__Description of the task__: Gather every line in the records below that contains the word "this".

Data entries:
=====
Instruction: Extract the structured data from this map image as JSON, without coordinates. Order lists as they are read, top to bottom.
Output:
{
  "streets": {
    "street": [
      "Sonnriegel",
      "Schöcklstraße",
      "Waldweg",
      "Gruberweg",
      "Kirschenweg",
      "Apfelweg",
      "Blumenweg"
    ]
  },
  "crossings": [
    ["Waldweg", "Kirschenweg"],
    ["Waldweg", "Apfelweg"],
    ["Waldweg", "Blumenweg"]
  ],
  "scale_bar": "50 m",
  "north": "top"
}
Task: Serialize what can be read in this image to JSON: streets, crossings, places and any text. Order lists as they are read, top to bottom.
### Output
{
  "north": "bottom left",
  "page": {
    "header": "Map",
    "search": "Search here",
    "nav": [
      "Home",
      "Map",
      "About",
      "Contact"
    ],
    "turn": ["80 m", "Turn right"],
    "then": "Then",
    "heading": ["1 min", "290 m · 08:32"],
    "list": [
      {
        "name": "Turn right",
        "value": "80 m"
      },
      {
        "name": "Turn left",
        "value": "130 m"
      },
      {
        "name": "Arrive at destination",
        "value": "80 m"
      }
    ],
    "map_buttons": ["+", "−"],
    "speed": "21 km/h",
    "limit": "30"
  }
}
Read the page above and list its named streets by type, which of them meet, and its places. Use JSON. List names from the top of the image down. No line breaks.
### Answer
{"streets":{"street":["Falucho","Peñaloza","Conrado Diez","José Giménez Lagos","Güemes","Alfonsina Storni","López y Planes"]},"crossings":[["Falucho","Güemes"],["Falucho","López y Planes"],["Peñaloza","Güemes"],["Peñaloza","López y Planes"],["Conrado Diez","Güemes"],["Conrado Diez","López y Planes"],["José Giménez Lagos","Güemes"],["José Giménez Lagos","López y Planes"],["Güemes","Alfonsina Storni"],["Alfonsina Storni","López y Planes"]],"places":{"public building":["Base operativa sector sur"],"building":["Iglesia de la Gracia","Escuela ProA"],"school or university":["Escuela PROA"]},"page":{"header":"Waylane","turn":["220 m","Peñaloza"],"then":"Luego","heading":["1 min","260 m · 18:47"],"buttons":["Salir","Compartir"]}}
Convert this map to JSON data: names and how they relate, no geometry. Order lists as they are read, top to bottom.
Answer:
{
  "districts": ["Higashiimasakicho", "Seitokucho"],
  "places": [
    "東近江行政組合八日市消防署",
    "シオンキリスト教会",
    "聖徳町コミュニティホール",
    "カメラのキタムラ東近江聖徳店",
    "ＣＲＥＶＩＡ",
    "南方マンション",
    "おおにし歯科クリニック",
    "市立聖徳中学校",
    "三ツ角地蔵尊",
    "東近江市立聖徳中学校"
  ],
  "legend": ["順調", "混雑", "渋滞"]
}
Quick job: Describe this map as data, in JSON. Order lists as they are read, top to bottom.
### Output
=====
__Answer for the task__:
Instruction: Extract the structured data from this map image as JSON, without coordinates. Order lists as they are read, top to bottom.
Task: Serialize what can be read in this image to JSON: streets, crossings, places and any text. Order lists as they are read, top to bottom.
Convert this map to JSON data: names and how they relate, no geometry. Order lists as they are read, top to bottom.
Quick job: Describe this map as data, in JSON. Order lists as they are read, top to bottom.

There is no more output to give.